Conclusions Chemotherapy is an important treatment option and is currently the mainstay in cases of Triple-Negative Breast Cancer. It was shown to reduce one-third of the annual death rate regardless of tumour characteristics. Chemotherapy is used as the mainstay in cases of triple-negative disease, HER2-positive tumours and high-risk oestrogen positive tumors. Significant toxicity associated with the therapy aside, not every patient benefits compulsorily from it and there is a sheer dearth of both practically validated and theoretically proven predictive markers to allow the tailoring of chemotherapy regimens to each individual patients needs or tumour type.

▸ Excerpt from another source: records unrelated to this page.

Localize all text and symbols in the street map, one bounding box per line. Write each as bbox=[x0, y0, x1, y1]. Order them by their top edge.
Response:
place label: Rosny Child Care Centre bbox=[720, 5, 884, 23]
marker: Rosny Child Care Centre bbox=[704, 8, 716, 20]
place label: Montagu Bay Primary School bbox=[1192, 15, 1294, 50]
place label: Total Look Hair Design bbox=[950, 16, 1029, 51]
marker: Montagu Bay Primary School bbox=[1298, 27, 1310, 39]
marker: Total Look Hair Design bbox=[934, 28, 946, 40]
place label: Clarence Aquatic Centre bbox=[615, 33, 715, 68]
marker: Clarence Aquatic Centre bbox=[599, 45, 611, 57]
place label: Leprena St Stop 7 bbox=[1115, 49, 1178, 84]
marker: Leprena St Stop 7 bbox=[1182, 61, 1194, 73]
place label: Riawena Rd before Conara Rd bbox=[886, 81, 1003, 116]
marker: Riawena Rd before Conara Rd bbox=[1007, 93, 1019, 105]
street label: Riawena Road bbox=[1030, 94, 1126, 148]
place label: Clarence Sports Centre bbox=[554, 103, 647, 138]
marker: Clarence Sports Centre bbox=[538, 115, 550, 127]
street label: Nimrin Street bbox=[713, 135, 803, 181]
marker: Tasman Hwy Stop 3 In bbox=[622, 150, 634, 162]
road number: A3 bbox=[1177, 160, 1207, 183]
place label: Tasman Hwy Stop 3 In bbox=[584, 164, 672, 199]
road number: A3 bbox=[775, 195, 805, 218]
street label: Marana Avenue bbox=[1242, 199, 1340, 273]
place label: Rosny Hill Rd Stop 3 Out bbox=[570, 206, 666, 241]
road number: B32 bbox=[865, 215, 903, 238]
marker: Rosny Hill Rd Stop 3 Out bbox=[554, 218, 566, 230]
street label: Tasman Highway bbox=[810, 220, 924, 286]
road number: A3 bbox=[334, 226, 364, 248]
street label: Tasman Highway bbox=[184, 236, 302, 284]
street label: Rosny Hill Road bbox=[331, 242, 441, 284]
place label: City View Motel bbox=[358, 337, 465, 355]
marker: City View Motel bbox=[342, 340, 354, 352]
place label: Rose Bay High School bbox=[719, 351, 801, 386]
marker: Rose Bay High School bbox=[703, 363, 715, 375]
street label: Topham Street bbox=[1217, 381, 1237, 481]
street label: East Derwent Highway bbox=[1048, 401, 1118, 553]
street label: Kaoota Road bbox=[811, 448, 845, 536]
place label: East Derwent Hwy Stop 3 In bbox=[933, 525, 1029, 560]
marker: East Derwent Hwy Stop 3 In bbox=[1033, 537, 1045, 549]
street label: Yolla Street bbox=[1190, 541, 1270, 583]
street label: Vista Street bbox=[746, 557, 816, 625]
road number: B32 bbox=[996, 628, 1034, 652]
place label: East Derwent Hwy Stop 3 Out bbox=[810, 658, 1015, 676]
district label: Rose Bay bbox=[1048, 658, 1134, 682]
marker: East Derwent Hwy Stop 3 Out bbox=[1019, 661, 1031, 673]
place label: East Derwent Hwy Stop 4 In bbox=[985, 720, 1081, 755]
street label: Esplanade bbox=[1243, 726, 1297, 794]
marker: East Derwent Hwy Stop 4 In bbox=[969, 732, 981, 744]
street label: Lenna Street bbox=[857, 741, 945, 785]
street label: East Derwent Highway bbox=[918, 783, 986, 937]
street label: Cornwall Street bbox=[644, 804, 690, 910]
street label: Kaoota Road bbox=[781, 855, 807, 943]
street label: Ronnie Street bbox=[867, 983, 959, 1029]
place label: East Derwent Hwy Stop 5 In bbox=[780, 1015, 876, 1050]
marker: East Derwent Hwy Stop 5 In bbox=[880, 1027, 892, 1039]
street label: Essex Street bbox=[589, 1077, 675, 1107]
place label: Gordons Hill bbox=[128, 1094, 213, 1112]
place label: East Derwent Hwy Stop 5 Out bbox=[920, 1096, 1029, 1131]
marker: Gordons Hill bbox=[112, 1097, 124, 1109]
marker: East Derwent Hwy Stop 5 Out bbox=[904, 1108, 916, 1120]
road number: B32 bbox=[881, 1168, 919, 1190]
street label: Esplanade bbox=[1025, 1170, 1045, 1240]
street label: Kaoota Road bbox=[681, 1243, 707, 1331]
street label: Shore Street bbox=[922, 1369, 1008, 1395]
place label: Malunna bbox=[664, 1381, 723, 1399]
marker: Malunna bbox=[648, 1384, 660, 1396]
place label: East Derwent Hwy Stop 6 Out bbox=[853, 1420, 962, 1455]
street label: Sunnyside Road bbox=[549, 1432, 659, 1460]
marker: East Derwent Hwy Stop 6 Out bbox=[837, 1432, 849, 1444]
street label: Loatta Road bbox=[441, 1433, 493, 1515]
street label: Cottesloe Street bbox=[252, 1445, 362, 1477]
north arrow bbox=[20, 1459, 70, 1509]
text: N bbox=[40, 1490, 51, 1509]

Achieving pathological complete response (pCR) is associated with favorable outcomes, however, its predictive power in being used as a surrogate endpoint for improved overall survival (OS) has been debated. TNBC and breast cancer in general, need to be viewed in the context of underlying genomic phenotypes. Based on this notion, treatment decisions should be less influenced by guidelines based on set clinical protocols and rather be more driven by tumour biology if we are to improve the response to chemotherapy.

Abstract - Paper 2 Background Triple-negative breast cancer (TNBC) is a specific subtype of breast carcinomas that does not express the oestrogen receptor (ER), progesterone receptor (PR), or human epidermal growth factor receptor 2 (HER-2), has clinical features that include high invasiveness, high metastatic potential, proneness to relapse, and poor prognosis. The lack of expression of molecular targets, lack of susceptibility to endocrine therapy or targeted treatment modalities make standardized TNBC treatment regimens lacking with respect to effectiveness. The disease afflicts younger women in larger numbers compared to other breast cancer sub-types and the cancers are more aggressive causing earlier morbidity and decrease survival. Therefore, development of new TNBC treatment strategies has become an urgent clinical need.

Materials & Methods The data was obtained from the public gene expression databases. The probe ID is matched with the corresponding gene names from its respective platform file. Co-expression network of GSE76275, GSE103091, and TCGA was done by applying Weighted Gene Co-expression Network Analysis (WGCNA) package. The survival plots were plotted using the MedCalc tool. miRNA regulators of the module genes were identified by investigating the genes in analysis tool miRDB. The module genes were screened during target mining to know the miRNAs of the gene targets.

Result Co-expression based network screening of messenger RNA (mRNA) profile data of Triple negative breast cancer identifies modules of genes consistently co-expressed. Among the different types of modules, the genes of three module TNBC6, TTNBC2, BCNT16 is enriched with gene ontology of immune response, adrenal lymphoid cells, Natural Killer (NK) cells and shows association with survival of TNBC patients. Also, these genes have a high binding score for the micro RNA (miRNA) regulators such as has-miR-664b-3p, has-miR-186-5p, has-miR-miR-548t-3p. These miRNAs are harbingers of disease aggressiveness in Triple negative breast cancer.

Conclusion The study reveals the concept of regulation of immune response genes by miRNA, in particular, has-miR-664b-3p which is also involved in better survival of TNBC patients. In vivo validation of the concept obtained might either discover a novel gene target involved in immune response of TNBC aiding improved survival of patients and can help in identifying specific cell models and subtypes which are key for preclinical studies, developing new targeted agents and can inform therapy selection ushering in the often cited dream of personalized treatment regimens in TNBC with improved efficacy and treatment response.